--- WHAT THIS TASK INVOLVES ---
From the first line of the entries below through the line holding "width:14px; height:14px; translate:-50%", write out every line exactly, please, and leave out the pictures.

--- Records from a dataset ---
····················

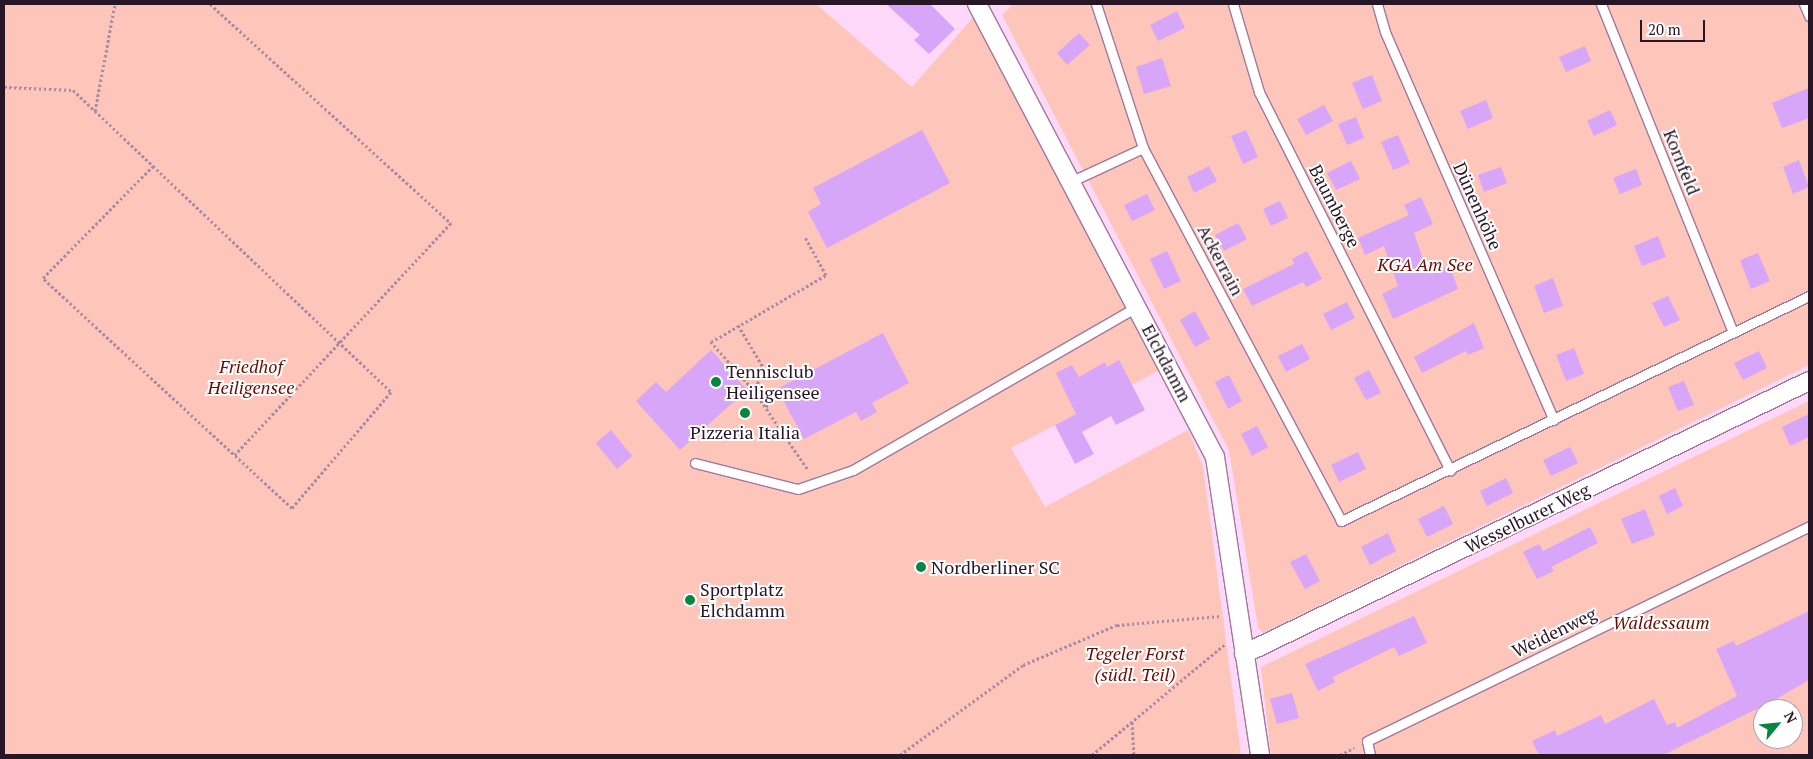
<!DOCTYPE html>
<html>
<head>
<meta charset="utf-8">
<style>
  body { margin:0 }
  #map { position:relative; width:1813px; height:759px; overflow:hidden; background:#fed8f8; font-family:"PT Serif",serif }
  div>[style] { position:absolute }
  .green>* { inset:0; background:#fec5ba }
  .building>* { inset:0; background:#d7a6f8 }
  .path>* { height:3px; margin-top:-1.5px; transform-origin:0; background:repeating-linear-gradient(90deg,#a98ba4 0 2.5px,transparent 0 5px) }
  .roads { filter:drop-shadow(1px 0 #a2779c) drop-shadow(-1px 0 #a2779c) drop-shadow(0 1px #a2779c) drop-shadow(0 -1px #a2779c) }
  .lane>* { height:9px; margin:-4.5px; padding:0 4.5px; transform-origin:4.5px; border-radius:4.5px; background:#fff }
  .street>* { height:18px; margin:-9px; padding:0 9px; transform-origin:9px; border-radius:9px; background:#fff }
  .dots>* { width:14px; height:14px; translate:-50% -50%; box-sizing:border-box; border:2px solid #fff; border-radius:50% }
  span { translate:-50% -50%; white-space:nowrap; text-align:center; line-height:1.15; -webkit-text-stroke:4px #fff; paint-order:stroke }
  .street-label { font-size:18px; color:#271625 }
  .park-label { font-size:18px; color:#660e03; font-style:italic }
  .poi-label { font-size:18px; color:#271625 }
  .left { translate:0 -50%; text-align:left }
  .frame { position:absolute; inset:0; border:5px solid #271625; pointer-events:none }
  .north { position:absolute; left:1753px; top:699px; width:50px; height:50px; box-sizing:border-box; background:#fff; border:1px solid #a9a2a8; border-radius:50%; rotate:62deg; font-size:14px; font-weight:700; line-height:20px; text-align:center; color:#271625 }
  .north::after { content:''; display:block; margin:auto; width:18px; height:22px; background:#058742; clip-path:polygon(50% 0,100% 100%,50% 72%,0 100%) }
  .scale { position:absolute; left:1640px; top:20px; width:65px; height:22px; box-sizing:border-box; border:2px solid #271625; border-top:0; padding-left:6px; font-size:15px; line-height:18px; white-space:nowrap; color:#271625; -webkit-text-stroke:4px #fff; paint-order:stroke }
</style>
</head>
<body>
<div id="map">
  <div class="green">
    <div style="clip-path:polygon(4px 4px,816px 4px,912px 87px,977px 13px,1158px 371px,1011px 448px,1045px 507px,1188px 430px,1203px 467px,1241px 755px,4px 755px)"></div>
    <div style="clip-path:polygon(1013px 4px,1809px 4px,1809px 365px,1263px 633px,1258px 627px,1229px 450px,1002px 15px)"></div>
    <div style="clip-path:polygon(evenodd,1809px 401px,1809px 755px,1271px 755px,1261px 667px,1809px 401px,1763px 709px,1793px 709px,1793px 739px,1763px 739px,1763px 709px)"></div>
  </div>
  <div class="building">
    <div style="clip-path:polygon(886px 4px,930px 4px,955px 29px,929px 54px,914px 40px,920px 35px)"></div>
    <div style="clip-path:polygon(1177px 11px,1185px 28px,1158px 41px,1150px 25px)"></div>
    <div style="clip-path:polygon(1079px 33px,1090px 45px,1067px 65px,1057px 53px)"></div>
    <div style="clip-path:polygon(1585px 46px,1591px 61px,1566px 72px,1559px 57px)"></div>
    <div style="clip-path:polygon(1162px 58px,1171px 86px,1144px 94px,1136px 67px)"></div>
    <div style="clip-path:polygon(1372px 75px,1382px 101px,1363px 109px,1352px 83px)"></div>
    <div style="clip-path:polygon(1809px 88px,1809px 118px,1782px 128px,1772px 103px)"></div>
    <div style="clip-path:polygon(1486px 100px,1493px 118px,1468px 129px,1460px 111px)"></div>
    <div style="clip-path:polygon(1324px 105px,1333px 121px,1306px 135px,1297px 119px)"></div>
    <div style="clip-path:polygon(1610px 110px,1617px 125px,1594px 136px,1587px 121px)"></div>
    <div style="clip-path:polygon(1356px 117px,1364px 138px,1347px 145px,1338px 124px)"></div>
    <div style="clip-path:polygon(922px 130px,950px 183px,827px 248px,808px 212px,821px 204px,813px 188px)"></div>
    <div style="clip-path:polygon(1246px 130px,1258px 157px,1243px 164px,1231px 136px)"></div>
    <div style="clip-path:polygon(1398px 135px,1410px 163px,1393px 170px,1381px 142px)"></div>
    <div style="clip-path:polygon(1799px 160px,1809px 187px,1793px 194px,1783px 167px)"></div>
    <div style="clip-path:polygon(1351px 161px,1360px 179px,1336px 190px,1327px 173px)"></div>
    <div style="clip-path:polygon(1209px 166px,1217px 181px,1194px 193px,1187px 177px)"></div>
    <div style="clip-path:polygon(1501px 167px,1507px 183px,1484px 192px,1478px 175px)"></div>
    <div style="clip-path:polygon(1636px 169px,1642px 185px,1620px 194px,1613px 178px)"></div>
    <div style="clip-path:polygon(1147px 194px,1155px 210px,1132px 221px,1124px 205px)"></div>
    <div style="clip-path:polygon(1421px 197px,1433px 224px,1414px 233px,1428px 274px,1450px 266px,1458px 289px,1393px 319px,1382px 294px,1398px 286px,1384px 246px,1365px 255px,1358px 238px,1409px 215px,1404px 205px)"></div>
    <div style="clip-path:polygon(1280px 201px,1288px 218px,1271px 226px,1263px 209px)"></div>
    <div style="clip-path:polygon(1238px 223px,1247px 239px,1224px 251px,1215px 235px)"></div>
    <div style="clip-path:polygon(1658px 236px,1666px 257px,1642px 266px,1634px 246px)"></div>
    <div style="clip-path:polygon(1167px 251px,1181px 281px,1164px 289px,1150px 259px)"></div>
    <div style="clip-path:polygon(1307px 251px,1322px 279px,1306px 287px,1303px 282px,1252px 306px,1243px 289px,1294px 264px,1292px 259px)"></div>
    <div style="clip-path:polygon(1758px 253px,1770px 281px,1751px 289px,1740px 260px)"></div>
    <div style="clip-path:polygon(1553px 278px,1563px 306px,1544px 313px,1534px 286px)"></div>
    <div style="clip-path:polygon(1668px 296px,1680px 320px,1664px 327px,1652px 303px)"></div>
    <div style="clip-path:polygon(1347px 302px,1355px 318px,1331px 330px,1323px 314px)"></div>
    <div style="clip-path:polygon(1195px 311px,1210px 339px,1195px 347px,1180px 320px)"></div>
    <div style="clip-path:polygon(1474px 323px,1484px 348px,1468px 355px,1466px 351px,1422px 373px,1414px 357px)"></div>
    <div style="clip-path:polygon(883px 333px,909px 383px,872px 403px,877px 412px,861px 421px,856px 412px,804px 439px,777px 389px)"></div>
    <div style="clip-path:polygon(1302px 344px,1310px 359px,1286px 372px,1278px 356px)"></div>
    <div style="clip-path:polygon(1574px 348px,1584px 374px,1566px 381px,1556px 355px)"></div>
    <div style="clip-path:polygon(711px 350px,747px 390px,680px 450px,636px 401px,656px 382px,666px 392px)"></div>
    <div style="clip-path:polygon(1759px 351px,1767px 368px,1743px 380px,1734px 363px)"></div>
    <div style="clip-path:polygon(1119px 360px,1145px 410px,1116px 425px,1111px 416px,1082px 432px,1094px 454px,1075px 464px,1055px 425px,1076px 414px,1056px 373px,1072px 365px,1079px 377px,1105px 362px,1107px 367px)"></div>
    <div style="clip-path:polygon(1369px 370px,1381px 393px,1366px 400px,1354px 378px)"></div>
    <div style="clip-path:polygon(1229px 375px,1242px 401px,1228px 409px,1215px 382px)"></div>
    <div style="clip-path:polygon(1684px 381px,1694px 405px,1678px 411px,1668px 387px)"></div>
    <div style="clip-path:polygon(1809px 414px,1809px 437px,1790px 446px,1782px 427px)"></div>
    <div style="clip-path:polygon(1257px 426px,1268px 447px,1252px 456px,1241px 434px)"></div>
    <div style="clip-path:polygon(611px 430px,632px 456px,617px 469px,596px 443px)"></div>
    <div style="clip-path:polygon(1570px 447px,1578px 463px,1551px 476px,1543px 460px)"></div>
    <div style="clip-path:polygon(1358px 452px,1366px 469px,1339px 482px,1331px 465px)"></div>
    <div style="clip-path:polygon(1506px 478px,1513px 493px,1487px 506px,1480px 491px)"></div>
    <div style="clip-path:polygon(1675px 488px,1683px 506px,1667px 514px,1659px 496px)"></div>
    <div style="clip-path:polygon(1444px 506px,1453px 524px,1427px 537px,1418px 519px)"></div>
    <div style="clip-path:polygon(1645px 509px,1655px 535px,1632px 544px,1621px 519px)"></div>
    <div style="clip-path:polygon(1590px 527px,1598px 543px,1551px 567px,1554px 571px,1537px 579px,1523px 552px,1539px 544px,1543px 551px)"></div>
    <div style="clip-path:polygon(1388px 533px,1396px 551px,1370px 565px,1361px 547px)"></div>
    <div style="clip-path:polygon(1306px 554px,1320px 581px,1305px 589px,1290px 562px)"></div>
    <div style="clip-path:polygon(1809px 611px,1809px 680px,1773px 701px,1663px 755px,1539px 755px,1532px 741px,1555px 730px,1557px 736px,1601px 715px,1605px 724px,1654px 699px,1667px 725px,1675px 722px,1677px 728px,1737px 696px,1716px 649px,1734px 641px,1736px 646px)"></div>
    <div style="clip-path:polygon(1414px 616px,1427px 643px,1399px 656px,1394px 647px,1333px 677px,1335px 682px,1318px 691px,1305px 664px)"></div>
    <div style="clip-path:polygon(1292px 693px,1299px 718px,1277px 724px,1270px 699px)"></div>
  </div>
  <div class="path">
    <div style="left:210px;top:4px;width:326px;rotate:42.3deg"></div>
    <div style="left:451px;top:223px;width:317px;rotate:133deg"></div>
    <div style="left:4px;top:87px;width:69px;rotate:2.5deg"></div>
    <div style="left:73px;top:90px;width:439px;rotate:43.5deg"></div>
    <div style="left:391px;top:392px;width:153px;rotate:130.5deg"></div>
    <div style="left:292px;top:508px;width:339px;rotate:-137.3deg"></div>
    <div style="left:43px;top:278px;width:157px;rotate:-45.5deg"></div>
    <div style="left:95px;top:111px;width:109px;rotate:-79.4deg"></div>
    <div style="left:738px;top:325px;width:49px;rotate:59.2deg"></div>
    <div style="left:763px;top:367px;width:26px;rotate:108deg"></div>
    <div style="left:755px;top:392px;width:94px;rotate:55.8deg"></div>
    <div style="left:755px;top:392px;width:67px;rotate:-131.3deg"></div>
    <div style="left:711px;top:342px;width:133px;rotate:-30.2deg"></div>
    <div style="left:826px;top:275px;width:43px;rotate:-118.9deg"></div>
    <div style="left:766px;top:407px;width:17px;rotate:-69deg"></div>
    <div style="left:1132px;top:722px;width:33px;rotate:87deg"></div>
    <div style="left:900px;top:755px;width:152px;rotate:-36.2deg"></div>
    <div style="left:1023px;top:665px;width:102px;rotate:-23.1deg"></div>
    <div style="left:1117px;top:625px;width:104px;rotate:-4.9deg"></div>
    <div style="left:1092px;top:755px;width:172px;rotate:-39.8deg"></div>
    <div style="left:1340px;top:755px;width:16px;rotate:-27deg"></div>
  </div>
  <div class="roads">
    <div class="lane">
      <div style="left:1096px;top:4px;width:151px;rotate:71.9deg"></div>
      <div style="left:1143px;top:148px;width:422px;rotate:62deg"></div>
      <div style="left:1341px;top:521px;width:519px;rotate:-25.68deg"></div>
      <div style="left:1233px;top:4px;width:92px;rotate:73.5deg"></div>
      <div style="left:1259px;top:92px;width:424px;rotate:63.2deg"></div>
      <div style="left:1377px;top:4px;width:29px;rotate:74deg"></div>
      <div style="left:1385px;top:32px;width:423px;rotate:66.5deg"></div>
      <div style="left:1601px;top:4px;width:354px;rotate:68.1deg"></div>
      <div style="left:1804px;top:4px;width:13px;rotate:67deg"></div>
      <div style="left:1072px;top:181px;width:78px;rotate:-24.9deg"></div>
      <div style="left:695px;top:463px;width:106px;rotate:14.2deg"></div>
      <div style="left:798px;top:489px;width:58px;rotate:-19.1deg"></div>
      <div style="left:853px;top:470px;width:327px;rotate:-29.9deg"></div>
      <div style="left:1370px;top:755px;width:14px;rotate:-102deg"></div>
      <div style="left:1367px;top:741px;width:492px;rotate:-25.9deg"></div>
    </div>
    <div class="street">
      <div style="left:977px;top:4px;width:512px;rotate:62.28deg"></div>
      <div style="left:1215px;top:457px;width:301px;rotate:81.4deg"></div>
      <div style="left:1244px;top:654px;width:627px;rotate:-25.79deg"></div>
    </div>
  </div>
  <div class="dots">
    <div style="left:716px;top:382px;background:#058742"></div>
    <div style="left:745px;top:413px;background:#058742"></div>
    <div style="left:921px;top:567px;background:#058742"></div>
    <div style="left:690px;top:600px;background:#058742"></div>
  </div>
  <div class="street-label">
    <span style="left:1682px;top:162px;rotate:68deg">Kornfeld</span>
    <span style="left:1335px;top:206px;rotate:63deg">Baumberge</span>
    <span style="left:1478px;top:206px;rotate:66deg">Dünenhöhe</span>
    <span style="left:1221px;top:260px;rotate:62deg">Ackerrain</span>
    <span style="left:1167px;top:363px;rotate:62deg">Elchdamm</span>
    <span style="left:1527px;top:518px;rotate:-26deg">Wesselburer Weg</span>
    <span style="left:1554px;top:632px;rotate:-26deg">Weidenweg</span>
  </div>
  <div class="park-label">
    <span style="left:1425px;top:264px">KGA Am See</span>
    <span style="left:251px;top:377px">Friedhof<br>Heiligensee</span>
    <span style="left:1661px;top:622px">Waldessaum</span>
    <span style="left:1135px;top:664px">Tegeler Forst<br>(südl. Teil)</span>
  </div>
  <div class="poi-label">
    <span class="left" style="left:726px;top:382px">Tennisclub<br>Heiligensee</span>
    <span style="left:745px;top:432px">Pizzeria Italia</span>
    <span class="left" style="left:931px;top:567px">Nordberliner SC</span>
    <span class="left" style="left:700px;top:600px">Sportplatz<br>Elchdamm</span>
  </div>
  <div class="frame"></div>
  <div class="north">N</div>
  <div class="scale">20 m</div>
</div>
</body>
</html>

····················

--- ANSWER SECTION ---
<!DOCTYPE html>
<html>
<head>
<meta charset="utf-8">
<style>
  body { margin:0 }
  #map { position:relative; width:1813px; height:759px; overflow:hidden; background:#fed8f8; font-family:"PT Serif",serif }
  div>[style] { position:absolute }
  .green>* { inset:0; background:#fec5ba }
  .building>* { inset:0; background:#d7a6f8 }
  .path>* { height:3px; margin-top:-1.5px; transform-origin:0; background:repeating-linear-gradient(90deg,#a98ba4 0 2.5px,transparent 0 5px) }
  .roads { filter:drop-shadow(1px 0 #a2779c) drop-shadow(-1px 0 #a2779c) drop-shadow(0 1px #a2779c) drop-shadow(0 -1px #a2779c) }
  .lane>* { height:9px; margin:-4.5px; padding:0 4.5px; transform-origin:4.5px; border-radius:4.5px; background:#fff }
  .street>* { height:18px; margin:-9px; padding:0 9px; transform-origin:9px; border-radius:9px; background:#fff }
  .dots>* { width:14px; height:14px; translate:-50% -50%; box-sizing:border-box; border:2px solid #fff; border-radius:50% }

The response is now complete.